_DIRECTIONS_:
Lines of the data that contain the word "userSpaceOnUse" are the ones to copy.

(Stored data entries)

---*---

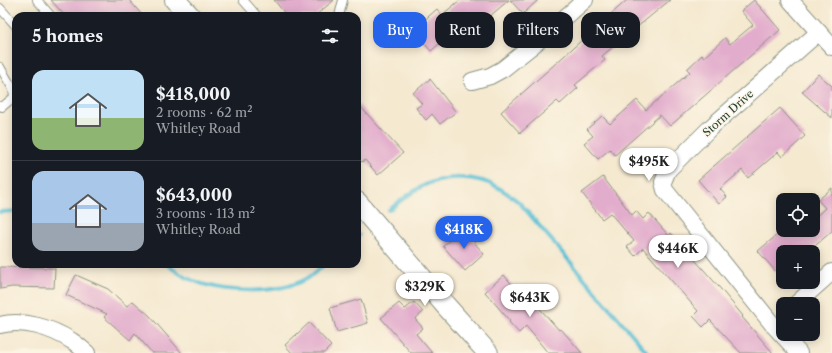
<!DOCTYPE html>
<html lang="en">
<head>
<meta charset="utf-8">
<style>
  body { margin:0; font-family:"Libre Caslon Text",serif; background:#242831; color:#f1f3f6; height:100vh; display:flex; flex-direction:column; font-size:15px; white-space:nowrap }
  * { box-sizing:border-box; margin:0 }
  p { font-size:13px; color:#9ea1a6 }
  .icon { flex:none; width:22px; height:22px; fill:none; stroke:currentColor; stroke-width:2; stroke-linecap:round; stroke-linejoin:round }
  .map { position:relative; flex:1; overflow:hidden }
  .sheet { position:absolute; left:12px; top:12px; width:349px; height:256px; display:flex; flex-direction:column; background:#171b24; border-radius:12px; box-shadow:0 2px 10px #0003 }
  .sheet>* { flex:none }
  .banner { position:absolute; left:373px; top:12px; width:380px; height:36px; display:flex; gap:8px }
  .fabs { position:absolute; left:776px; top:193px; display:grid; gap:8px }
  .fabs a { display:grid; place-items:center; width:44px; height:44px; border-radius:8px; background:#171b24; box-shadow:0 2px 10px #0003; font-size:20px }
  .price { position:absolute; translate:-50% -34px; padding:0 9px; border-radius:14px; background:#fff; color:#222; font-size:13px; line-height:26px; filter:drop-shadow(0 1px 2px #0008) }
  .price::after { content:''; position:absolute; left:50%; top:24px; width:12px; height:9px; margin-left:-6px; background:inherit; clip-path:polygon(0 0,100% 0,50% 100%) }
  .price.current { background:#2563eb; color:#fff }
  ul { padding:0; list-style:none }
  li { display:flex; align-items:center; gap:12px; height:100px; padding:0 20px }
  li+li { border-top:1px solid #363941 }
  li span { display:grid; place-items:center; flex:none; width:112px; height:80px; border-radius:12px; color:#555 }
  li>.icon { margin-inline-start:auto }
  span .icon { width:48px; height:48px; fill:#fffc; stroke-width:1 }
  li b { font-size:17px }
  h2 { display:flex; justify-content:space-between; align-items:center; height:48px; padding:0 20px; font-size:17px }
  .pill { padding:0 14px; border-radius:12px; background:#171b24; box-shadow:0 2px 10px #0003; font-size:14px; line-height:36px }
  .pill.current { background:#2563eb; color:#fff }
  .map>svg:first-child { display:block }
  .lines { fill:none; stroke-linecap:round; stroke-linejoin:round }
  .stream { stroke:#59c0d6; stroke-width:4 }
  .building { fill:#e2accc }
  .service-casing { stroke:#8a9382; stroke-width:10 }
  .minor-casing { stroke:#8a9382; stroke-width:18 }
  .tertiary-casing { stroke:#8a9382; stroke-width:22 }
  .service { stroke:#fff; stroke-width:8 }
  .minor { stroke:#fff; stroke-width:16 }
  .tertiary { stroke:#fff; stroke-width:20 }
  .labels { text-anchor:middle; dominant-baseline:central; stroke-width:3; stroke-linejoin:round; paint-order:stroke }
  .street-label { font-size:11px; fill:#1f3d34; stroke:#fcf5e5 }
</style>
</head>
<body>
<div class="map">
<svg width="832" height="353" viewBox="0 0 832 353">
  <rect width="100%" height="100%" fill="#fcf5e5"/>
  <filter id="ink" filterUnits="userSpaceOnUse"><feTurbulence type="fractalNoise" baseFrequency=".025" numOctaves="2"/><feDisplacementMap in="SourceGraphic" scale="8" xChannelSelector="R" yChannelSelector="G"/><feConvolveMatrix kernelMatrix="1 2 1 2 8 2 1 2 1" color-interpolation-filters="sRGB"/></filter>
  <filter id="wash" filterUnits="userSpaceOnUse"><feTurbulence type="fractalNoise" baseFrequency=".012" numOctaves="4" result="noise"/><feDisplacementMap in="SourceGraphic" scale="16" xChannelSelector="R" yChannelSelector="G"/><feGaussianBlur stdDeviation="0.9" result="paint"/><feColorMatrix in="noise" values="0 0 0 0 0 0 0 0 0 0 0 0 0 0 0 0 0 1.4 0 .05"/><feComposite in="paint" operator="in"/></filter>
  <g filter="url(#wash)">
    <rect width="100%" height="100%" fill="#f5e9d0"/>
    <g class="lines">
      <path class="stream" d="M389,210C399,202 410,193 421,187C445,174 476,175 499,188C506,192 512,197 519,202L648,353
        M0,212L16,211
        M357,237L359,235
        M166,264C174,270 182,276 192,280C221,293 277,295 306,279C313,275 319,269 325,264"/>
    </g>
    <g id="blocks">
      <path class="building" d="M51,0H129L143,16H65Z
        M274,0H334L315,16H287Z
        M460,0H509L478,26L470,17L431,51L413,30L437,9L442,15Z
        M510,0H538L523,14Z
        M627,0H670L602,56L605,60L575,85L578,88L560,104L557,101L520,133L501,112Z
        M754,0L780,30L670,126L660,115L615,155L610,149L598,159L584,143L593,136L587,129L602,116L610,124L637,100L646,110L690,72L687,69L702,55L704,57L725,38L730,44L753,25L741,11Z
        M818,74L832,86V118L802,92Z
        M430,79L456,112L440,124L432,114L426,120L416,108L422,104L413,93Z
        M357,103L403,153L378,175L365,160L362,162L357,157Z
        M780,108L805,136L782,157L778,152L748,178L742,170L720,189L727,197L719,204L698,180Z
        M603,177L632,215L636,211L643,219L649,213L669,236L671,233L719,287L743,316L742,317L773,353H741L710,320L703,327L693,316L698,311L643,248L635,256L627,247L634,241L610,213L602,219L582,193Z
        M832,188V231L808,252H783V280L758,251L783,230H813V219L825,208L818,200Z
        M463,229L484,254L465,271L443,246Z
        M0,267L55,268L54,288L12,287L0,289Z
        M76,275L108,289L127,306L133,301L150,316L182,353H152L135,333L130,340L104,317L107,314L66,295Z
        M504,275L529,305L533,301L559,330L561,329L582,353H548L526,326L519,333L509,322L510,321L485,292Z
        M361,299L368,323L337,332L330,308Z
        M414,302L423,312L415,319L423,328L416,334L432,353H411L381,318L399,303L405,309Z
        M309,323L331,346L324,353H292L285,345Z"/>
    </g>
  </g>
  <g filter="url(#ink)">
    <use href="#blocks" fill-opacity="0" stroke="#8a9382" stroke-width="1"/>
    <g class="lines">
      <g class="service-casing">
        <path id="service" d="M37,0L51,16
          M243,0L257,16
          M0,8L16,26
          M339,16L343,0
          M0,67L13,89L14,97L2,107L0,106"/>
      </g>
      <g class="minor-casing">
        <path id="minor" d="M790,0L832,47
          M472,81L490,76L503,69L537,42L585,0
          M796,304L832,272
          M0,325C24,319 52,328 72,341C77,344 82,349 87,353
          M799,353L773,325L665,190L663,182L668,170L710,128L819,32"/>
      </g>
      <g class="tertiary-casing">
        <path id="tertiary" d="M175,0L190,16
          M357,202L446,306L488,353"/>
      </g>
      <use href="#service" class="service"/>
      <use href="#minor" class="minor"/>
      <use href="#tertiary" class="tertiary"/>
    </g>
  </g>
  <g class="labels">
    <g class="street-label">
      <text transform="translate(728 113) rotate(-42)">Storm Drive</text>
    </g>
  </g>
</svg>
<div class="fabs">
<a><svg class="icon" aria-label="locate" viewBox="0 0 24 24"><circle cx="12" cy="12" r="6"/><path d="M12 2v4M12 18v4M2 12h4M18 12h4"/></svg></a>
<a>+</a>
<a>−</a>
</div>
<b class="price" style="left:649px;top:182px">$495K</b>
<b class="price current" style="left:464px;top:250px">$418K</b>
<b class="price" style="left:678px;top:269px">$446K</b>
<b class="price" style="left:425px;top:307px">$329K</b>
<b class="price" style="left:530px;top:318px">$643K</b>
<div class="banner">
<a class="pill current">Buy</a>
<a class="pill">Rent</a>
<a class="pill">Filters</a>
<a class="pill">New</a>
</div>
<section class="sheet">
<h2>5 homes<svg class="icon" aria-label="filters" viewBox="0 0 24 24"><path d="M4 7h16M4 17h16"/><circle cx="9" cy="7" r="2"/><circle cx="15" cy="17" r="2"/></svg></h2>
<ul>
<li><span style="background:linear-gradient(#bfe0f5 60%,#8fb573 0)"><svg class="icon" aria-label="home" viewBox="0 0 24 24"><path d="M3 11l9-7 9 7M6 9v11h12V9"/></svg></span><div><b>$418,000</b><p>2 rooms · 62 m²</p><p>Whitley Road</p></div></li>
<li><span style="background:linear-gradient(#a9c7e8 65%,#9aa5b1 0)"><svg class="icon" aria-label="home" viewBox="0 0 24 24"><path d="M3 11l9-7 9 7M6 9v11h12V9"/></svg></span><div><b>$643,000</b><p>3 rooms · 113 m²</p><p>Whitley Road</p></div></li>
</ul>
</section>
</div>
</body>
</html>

---*---

_RESPONSE AREA_:
  <filter id="ink" filterUnits="userSpaceOnUse"><feTurbulence type="fractalNoise" baseFrequency=".025" numOctaves="2"/><feDisplacementMap in="SourceGraphic" scale="8" xChannelSelector="R" yChannelSelector="G"/><feConvolveMatrix kernelMatrix="1 2 1 2 8 2 1 2 1" color-interpolation-filters="sRGB"/></filter>
  <filter id="wash" filterUnits="userSpaceOnUse"><feTurbulence type="fractalNoise" baseFrequency=".012" numOctaves="4" result="noise"/><feDisplacementMap in="SourceGraphic" scale="16" xChannelSelector="R" yChannelSelector="G"/><feGaussianBlur stdDeviation="0.9" result="paint"/><feColorMatrix in="noise" values="0 0 0 0 0 0 0 0 0 0 0 0 0 0 0 0 0 1.4 0 .05"/><feComposite in="paint" operator="in"/></filter>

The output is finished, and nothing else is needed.